Aaa, Lisa da orada. Kahvesini almış oturuyor. Görünce beni gülümsüyor. El sallıyor. Sevindiğimi gizleyemiyorum; çünkü onunla her karşılaşmamızda selamlaşıyor ve ayak üstü sohbetler ediyoruz. (Köpeği Zoro da havlayarak bana doğru gelir her seferinde. Lisa’yı da peşinden sürükler.) Kahvemi alıp karşısına oturuyorum. Az sonra masanın etrafı kadınlarla doluyor. Ciddi ve gergin görünüyorlar, ama konuşuyor kimileri. Kimileri suspus.
Çaktırmadan sayıyorum onları. Tam on kadın var burada. Erkekler nerede? Erkeksiz bir dünya inşası mı yoksa? Yeterince sorularım yokmuş gibi, bir de bunu düşüneceğim şimdi… Kadınları gözden geçiriyorum. Bu işi ihtiyatlı davranarak yapmaya çalışıyorum. Anlıyorum ki bunların çoğuyla ilk kez karşılaşıyorum. Sitenin neresinde oturuyorlar acaba? Yeni taşınmış olmalılar. Neyse, birazdan öğreneceğim! Öğrenmek… "Nasıl yani? Onları tanıman hayatını ne ölçüde değiştirebilir ki? Düşünsel hayatına katacağı zenginlik ne olabilir", diyor iç sesim.
Düşünüyorum da; hayatımda - güncel de olsa - değişmesini istediğim bir şey olacaksa, amenna! Fakat, bu saatten sonra biraz yorucu olmayacak mı? Çok mu alıştım yalnızlığın konforuna? Aslında sanırım, rutinlere sıkıştırılmış bir zihin tembelliği yaşıyorum. Böylesi bir konforu pek sevdiğim söylenemez aslında. En azından eskiden sevmediğimi anımsıyorum...
"Sen kendinden dahi sıkılırken, başkalarıyla uğraş(a)mazsın. Sanki çok zamanın varmış gibi davranmaya da kalkışma, olur mu? Seni biliyorum çünkü; sonra da erteleyip duracaksın… Nasılsa mazeretler uydurmakta ustasın, kızcağızım, diyor"iç sesim.
Evet evet. Onu iyi dinlemeliyim! O her zaman doğruları söyler çünkü. Üff! Sıra bana gelecek az sonra. İçimin daraldığını fark edecekler diye endişeleniyorum. Halbuki, sırf kendimi tanıtmakla yetineceğim. Bu sosyal fobi de neyin nesi? Sorular çağlıyor beynimde. Demek ki beyin hücrelerin oldukça aktif. Ve bu iyi bir şey! Sahi, hoşnutsuzluğum mimiklerimden okunuyor mu acaba? Açık vermemeliyim! Hemcinslerimin bana dair ne bilmelerini istiyor olabilirim? Bu bir imtihan olmasa da iyi düşünmem lazım! Görüyorsun işte: Şimdiden geldiğime pişmanlık duymam, anlaşılacağı üzere, kimseyle sıkı fıkı olmaya niyetimin olmadığının bir kanıtı...
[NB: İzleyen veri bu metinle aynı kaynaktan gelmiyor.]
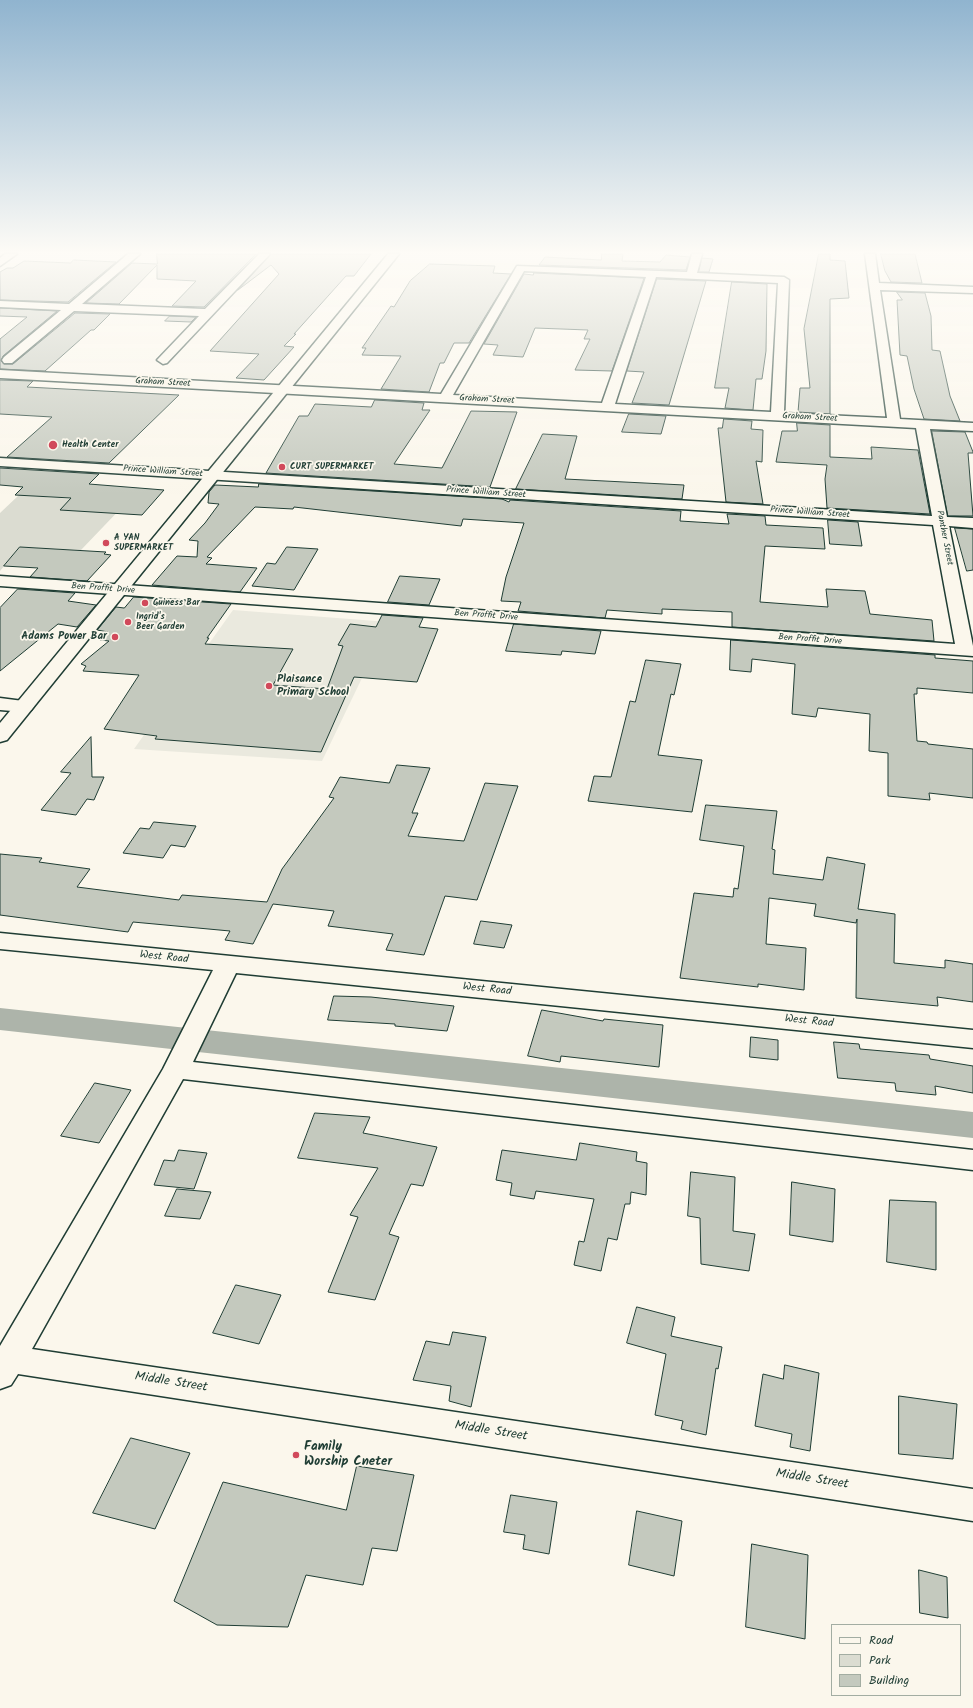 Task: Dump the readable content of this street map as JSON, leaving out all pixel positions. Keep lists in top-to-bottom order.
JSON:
{
  "streets": {
    "street": [
      "Graham Street",
      "Prince William Street",
      "Panther Street",
      "Ben Proffit Drive",
      "West Road",
      "Middle Street"
    ]
  },
  "crossings": [
    ["Graham Street", "Panther Street"],
    ["Prince William Street", "Panther Street"],
    ["Panther Street", "Ben Proffit Drive"]
  ],
  "places": [
    "Health Center",
    "CURT SUPERMARKET",
    "A YAN SUPERMARKET",
    "Guiness Bar",
    "Ingrid's Beer Garden",
    "Adams Power Bar",
    "Plaisance Primary School",
    "Family Worship Cneter"
  ],
  "legend": ["Road", "Park", "Building"]
} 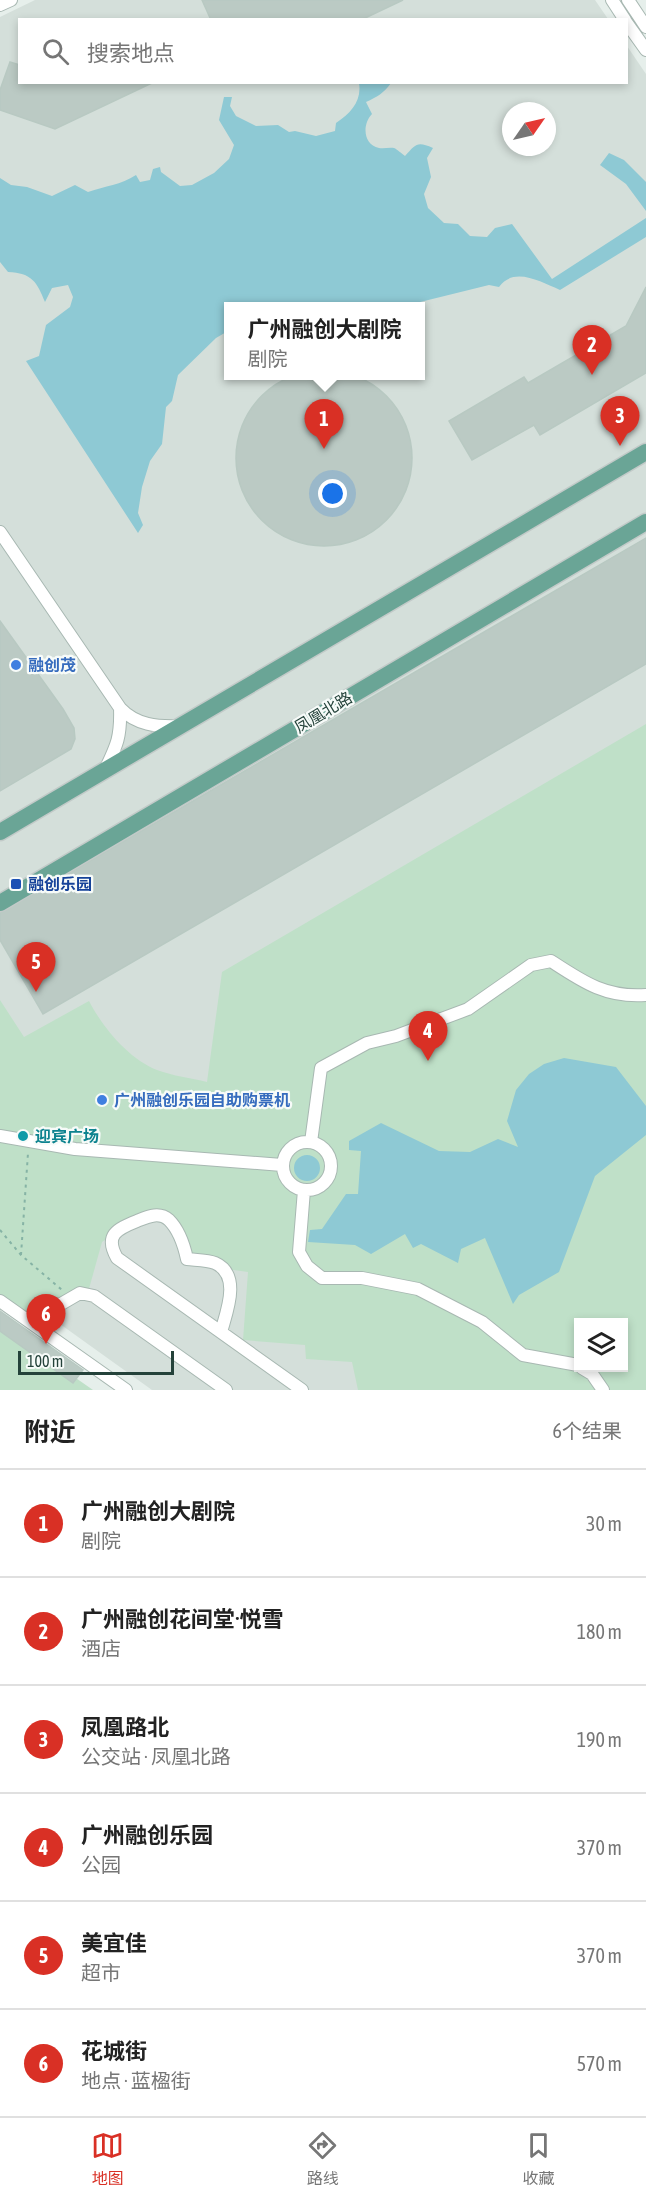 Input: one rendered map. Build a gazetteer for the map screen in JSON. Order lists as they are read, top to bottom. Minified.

“Dur hele, be kızım! Hemen karar verme. Hem bakarsın enteresan bir iki şey öğrenirsin. Bilgiden zarar gelir mi?” diyen iç sesimi duyuyorum yine.
Ya gereksiz bir bilgi ise, diyorum. Boşuna zamanımı harcamış sayılmaz mıyım?
“Ne yani! Seni zorlayan mı oldu? Amaaan; ürettiğin bu soruların yok mu? Bıktırıcılığını bilmeni isterim! Geldin bi kere işte. Herkes gibi sık dişini!” deyip zihnimin ufkundan kayboluyor iç sesim.
Şunlara bak! Nasılda neşeliler. Nasıl da cıvıl cıvıllar. Ya şu topuz saçlısı... Onu sanki bir yerden tanıyorum, ama... Çamaşırhanede mi karşılaşmıştım yoksa? Neyse, önemli değil. En iyisi dikkatli bakmamak. Birazdan kim oldukları anlaşılacak nasılsa, diyorum.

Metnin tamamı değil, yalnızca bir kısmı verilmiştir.